Traffic and Simple Economics

On the list of things that all countries share -- regardless of whether they’re rich or poor, free or totalitarian, the United States or another country – are corruption, crime, inequality, and traffic. Let’s focus on the last one, traffic, and let’s look at it in the context of two specific countries, the U.S. and China. There’s something a little ironic in the way the nature of traffic in these two countries.
First, let’s look at China, which is probably more interesting to you. China’s traffic can be characterized as exceedingly chaotic and anarchical, replete with every type of vehicle imaginable from buses to rickshaws to taxis to tiny bicycles that whiz in and out of lanes. Cars are constantly fighting to cut into each other, traffic rules are very rarely obeyed, and traffic moves that would make transform the most sedate American driver into a screaming, horn-blowing icon of road rage are carried out every minute of every day from 6am to midnight in China’s major cities like Beijing, Shanghai, etc. Taxis, as in any culture, epitomize the worst of the lot, and will often within the course of several seconds narrowly scrape by several cars, “create” new lanes for itself in the midst of traffic, and somehow squeeze all the other fantastically aggressive drivers just to make a green light.
Because of all this, traffic in China moves excruciatingly slowly. Average speeds on roads in major cities range between 10 and 15mph. Even on freeways, cars tend to top out around 50mph. A benefit of slow traffic is that there are few devastating, violent accidents. Instead, accidents, if any, come in the form of small scrapes or at most little bumps that cost little more than a hundred USD and certainly no human lives. But this comes at the cost of terrible commutes, stressful driving, and decreased productivity due to time spent on the road which I’m sure someone somewhere can make quantifiable.
In the end, China’s traffic is painfully slow because traffic regulations are not strictly enforced and so drivers do anything they can in their own interest, like cutting other people off, even though it’s often to the detriment of the interests of the group and, as a result, is also a detriment to their own self-interests. In other words, drivers in China are allowed to freely follow their own interests even when in actuality, it would be better off for everyone including them, to stick to the regulations. A classic Prisoner’s Dilemma.
Now, let’s look at America. In America, quite the opposite occurs. Traffic is strictly enforced to point of drivers thinking the “California roll” at stop signs as an increasingly serious problem. Simple driving etiquette emerges from the order created by the law to further regulate the situation such as the way cutting in front of other cars is greatly frowned upon despite the fact that it’s not the most illegal move in the world. In short, tickets are expensive and frequent and so traffic in America is relatively well-regulated which results in smoother (again relatively so) driving for everyone at higher speeds with less unnecessary congestion. This is a case where the Prisoner’s Dilemma is solved – by an external force, the law.
The irony emerges when you look at these two traffic systems as analogies for economic systems. The Chinese traffic system, like an extremely deregulated and free economy, has all the problems associated with an extremely free market system: people fulfill their own self-interests to give them an edge in the short run, like making that green light, at the expense of everyone including themselves. For example, quite often trying to weave in and out of traffic to get to that green light causes other cars to make the same mad dash, which then blocks other cars which in turn block your path and prevent from reaching the goal you had set out to reach. Of course, it’s much more complex than that, but that’s the basic idea. So essentially, China’s traffic epitomizes all the detriments and disadvantages of an unregulated market economy, and it goes without saying that this is very different from their actual national economy.

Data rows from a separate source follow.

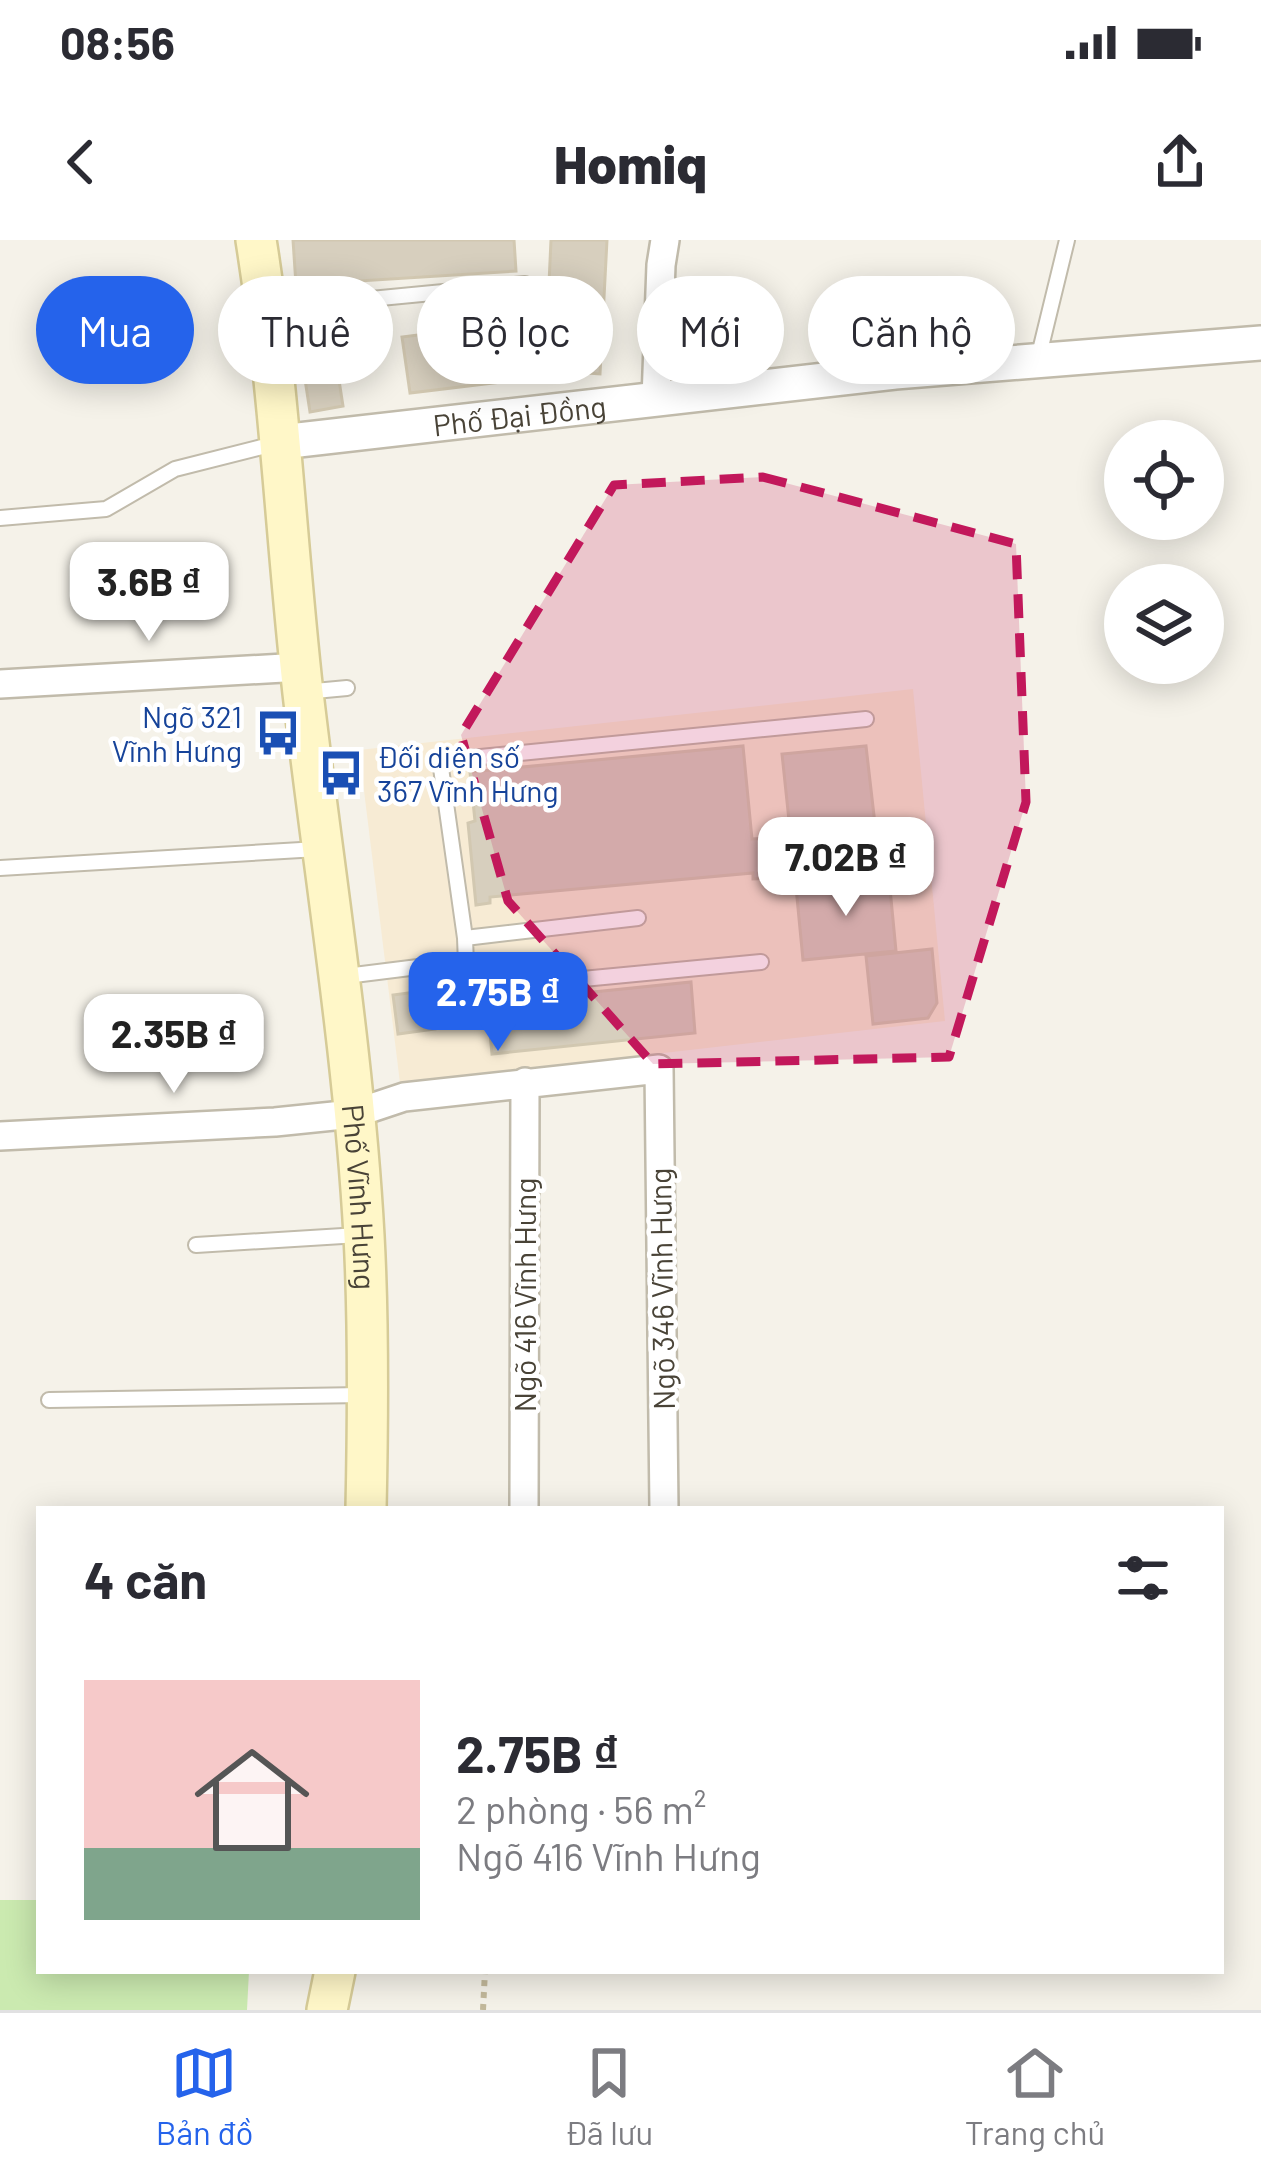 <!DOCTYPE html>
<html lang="vi">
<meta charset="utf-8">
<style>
:root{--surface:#fff;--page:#f7f7f7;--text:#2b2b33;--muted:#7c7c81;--line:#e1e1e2;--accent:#2563eb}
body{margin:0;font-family:Barlow,sans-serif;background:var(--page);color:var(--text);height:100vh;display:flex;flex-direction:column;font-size:45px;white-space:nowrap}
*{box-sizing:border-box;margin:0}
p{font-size:39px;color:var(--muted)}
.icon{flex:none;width:66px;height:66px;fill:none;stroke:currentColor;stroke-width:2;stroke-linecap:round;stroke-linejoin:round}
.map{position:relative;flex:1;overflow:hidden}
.panel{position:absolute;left:36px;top:1266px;width:1188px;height:468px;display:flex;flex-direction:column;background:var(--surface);border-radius:0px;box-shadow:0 6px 30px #0003}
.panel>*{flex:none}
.top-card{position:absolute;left:36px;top:36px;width:1191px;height:108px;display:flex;gap:24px}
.buttons{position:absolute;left:1104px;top:180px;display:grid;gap:24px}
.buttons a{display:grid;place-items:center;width:120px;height:120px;border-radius:50%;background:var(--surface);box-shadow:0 6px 30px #0003;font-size:60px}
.price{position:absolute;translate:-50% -102px;padding:0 27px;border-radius:24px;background:#fff;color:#222;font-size:39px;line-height:78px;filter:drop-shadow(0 3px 6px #0008)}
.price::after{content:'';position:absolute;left:50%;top:72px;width:36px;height:27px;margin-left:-18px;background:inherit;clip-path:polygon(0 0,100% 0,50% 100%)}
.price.active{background:var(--accent);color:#fff}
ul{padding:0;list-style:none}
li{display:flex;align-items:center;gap:36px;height:300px;padding:0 48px}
li span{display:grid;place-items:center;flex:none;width:336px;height:240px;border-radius:0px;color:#555}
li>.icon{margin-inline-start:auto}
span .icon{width:144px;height:144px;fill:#fffc;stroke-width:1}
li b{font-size:51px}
h2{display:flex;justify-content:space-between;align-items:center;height:144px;padding:0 48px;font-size:51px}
.pill{padding:0 42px;border-radius:54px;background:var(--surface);box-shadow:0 6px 30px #0003;font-size:42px;line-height:108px}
.pill.active{background:var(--accent);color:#fff}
.status{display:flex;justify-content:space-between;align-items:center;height:84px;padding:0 60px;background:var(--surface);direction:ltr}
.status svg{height:33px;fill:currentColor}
header{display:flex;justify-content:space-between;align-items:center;height:156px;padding:0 48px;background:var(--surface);font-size:54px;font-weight:800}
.tab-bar{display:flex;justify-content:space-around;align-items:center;height:168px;border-top:3px solid var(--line);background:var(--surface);font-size:33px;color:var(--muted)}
.tab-bar a{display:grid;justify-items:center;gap:6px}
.tab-bar .active{color:var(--accent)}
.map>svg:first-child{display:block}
.commercial{fill:#f7ebd4}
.green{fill:#cbeab0}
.building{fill:#d7cfbe;stroke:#d2c8b1;stroke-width:3}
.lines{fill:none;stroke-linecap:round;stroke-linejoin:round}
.service-casing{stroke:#c1bbab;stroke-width:18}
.minor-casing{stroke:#c1bbab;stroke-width:32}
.tertiary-casing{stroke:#c1bbab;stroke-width:38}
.secondary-casing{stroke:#d6cb97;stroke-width:44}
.path{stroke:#c3b99b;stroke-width:6;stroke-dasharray:6 6;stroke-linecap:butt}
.service{stroke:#fff;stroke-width:14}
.minor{stroke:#fff;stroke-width:27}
.tertiary{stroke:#fff;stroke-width:33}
.secondary{stroke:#fff7c8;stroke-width:39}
.marked{fill:#c2185b;fill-opacity:0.2;stroke:#c2185b;stroke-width:9;stroke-dasharray:24 15;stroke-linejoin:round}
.labels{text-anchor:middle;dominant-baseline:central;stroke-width:9;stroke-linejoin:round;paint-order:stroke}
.street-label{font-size:30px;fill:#494337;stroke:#fff}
.transit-label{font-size:30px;fill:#164399;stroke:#fff;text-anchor:end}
</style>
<div class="status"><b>08:56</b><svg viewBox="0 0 49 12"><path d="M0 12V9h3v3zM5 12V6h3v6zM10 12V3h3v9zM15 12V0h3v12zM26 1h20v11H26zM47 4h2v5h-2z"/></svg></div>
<header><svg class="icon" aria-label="back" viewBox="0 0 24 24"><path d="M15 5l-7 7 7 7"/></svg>Homiq<svg class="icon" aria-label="share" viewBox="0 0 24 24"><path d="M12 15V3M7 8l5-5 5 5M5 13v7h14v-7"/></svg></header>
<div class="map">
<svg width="1261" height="1770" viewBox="0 0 1261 1770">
<rect width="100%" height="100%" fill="#f5f2e9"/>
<path class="commercial" d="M913 449 945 781 400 843 359 510Z"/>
<path class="green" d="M0 1660H39V1731H249L247 1770H0Z"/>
<path class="building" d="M293 0H514L516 31 296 45Z
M551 0H607L600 134 545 130Z
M535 80 542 137 410 153 402 97Z
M330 82 343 166 310 172 297 87Z
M743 506 752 599 767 598 771 638 753 639V633L490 657V663L476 665 468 583 475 581 470 532Z
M866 506 879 619 794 628 782 514Z
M889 638 896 711 803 720 796 647Z
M932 709 937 763 928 778 873 784 866 716Z
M691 742 695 793 492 814 487 763Z
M431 750 435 789 398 794 393 755Z"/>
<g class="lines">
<g class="service-casing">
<path id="service" d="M267 69 525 44
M1038 119 1067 0
M895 132 898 94
M0 278 106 269 175 229 274 204
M304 452 347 448
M0 628 318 609
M465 698 638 678
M761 722 467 750 465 698 440 521 866 479
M346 736 466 721
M196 1005 359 995
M49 1160 362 1155"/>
</g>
<g class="minor-casing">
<path id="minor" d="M656 159 661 25 665 0
M0 444 301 427
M0 896 275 882 353 874 404 857 659 829 664 1269
M524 1269 525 842"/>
</g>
<g class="tertiary-casing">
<g id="tertiary">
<path id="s1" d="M281 202 895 132 1261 103"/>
</g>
</g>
<g class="secondary-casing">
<g id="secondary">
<path id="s2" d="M256 0C280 150 286 302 303 453 324 634 354 814 364 996 369 1087 368 1178 366 1269"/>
<path d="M327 1770 335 1731"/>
</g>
</g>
<path class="path" d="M483 1770 485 1731"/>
<use href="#service" class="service"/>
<use href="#minor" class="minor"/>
<use href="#tertiary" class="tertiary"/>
<use href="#secondary" class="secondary"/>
</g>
<path class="marked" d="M763 237 1016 304 1026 562 949 817 653 824 508 661 461 495 614 245Z"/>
<defs>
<g id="bus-bare" transform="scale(3.6)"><path d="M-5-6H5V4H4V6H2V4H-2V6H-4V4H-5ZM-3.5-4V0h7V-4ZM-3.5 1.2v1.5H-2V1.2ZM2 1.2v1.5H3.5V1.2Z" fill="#1a4fb4" stroke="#fff" stroke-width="2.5" paint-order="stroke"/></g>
</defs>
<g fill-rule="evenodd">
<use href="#bus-bare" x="278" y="493"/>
<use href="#bus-bare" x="341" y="533"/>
</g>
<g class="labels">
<g class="street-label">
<text stroke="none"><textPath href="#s1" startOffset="240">Phố Đại Đồng</textPath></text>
<text stroke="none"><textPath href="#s2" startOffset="963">Phố Vĩnh Hưng</textPath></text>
<text transform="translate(661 1049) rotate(-91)">Ngõ 346 Vĩnh Hưng</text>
<text transform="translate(524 1055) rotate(-90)">Ngõ 416 Vĩnh Hưng</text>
</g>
<g class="transit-label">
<text x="242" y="476">Ngõ 321<tspan x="242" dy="34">Vĩnh Hưng</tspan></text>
<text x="377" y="516" text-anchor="start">Đối diện số<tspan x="377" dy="34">367 Vĩnh Hưng</tspan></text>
</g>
</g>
</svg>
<div class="buttons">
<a><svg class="icon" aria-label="locate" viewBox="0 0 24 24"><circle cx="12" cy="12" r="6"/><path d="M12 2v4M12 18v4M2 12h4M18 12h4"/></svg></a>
<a><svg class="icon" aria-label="layers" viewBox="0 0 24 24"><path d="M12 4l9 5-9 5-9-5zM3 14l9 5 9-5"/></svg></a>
</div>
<b class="price" style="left:149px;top:404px">3.6B ₫</b>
<b class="price" style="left:846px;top:679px">7.02B ₫</b>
<b class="price active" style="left:498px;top:814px">2.75B ₫</b>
<b class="price" style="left:174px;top:856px">2.35B ₫</b>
<div class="top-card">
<a class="pill active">Mua</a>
<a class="pill">Thuê</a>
<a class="pill">Bộ lọc</a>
<a class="pill">Mới</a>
<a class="pill">Căn hộ</a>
</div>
<section class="panel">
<h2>4 căn<svg class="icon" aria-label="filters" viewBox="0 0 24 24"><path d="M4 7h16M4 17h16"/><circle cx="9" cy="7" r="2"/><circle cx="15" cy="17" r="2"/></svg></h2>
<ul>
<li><span style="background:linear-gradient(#f6c9c9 70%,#7fa58c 0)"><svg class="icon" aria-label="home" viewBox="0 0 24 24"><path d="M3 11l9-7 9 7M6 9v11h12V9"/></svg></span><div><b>2.75B ₫</b><p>2 phòng · 56 m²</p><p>Ngõ 416 Vĩnh Hưng</p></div></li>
</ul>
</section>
</div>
<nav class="tab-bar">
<a class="active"><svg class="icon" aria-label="map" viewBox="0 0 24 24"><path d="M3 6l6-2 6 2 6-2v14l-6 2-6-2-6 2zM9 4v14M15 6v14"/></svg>Bản đồ</a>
<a><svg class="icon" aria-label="saved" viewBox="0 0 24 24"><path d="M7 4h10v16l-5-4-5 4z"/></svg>Đã lưu</a>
<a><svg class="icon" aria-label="home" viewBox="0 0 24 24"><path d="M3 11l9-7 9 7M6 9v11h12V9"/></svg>Trang chủ</a>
</nav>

America, on the other hand, has traffic that more closely models a properly regulated free market economy. Individual drivers are free to do whatever they want, go anywhere they want anytime they want, but only if it doesn’t interfere with the interests of the group. Such interferences include the ones I discussed about China: cutting other cars, saddling lanes, weaving in and out of traffic, etc. These negative externalities are greatly mitigated by the law and the result is a faster, smoother, more efficient system. And America’s own national economy is, arguably, something to that effect.
It’s odd but yes, you can learn something about economics through a simple observation of how traffic works in two very different settings. In fact, while I observing traffic in China, I noticed how despite the lack of regulation, traffic in some ways flowed very elegantly. There was a roundabout in Xi’an where cars, buses, and bicycles, nearly seamlessly entered and exited, somehow “missing” other cars by just a foot or two. It was pretty hot day and I hadn’t eaten anything for a while, but I was mesmerized by how everything just barely made it and slipped in just in time and how others reacted to and anticipated each other just right. It was like a very good improv performance. Anyways, this is just a simple observation and analysis of traffic and economics. By the way, I think entire careers can be formed around the study of traffic patterns. It’s a game theorist’s paradise.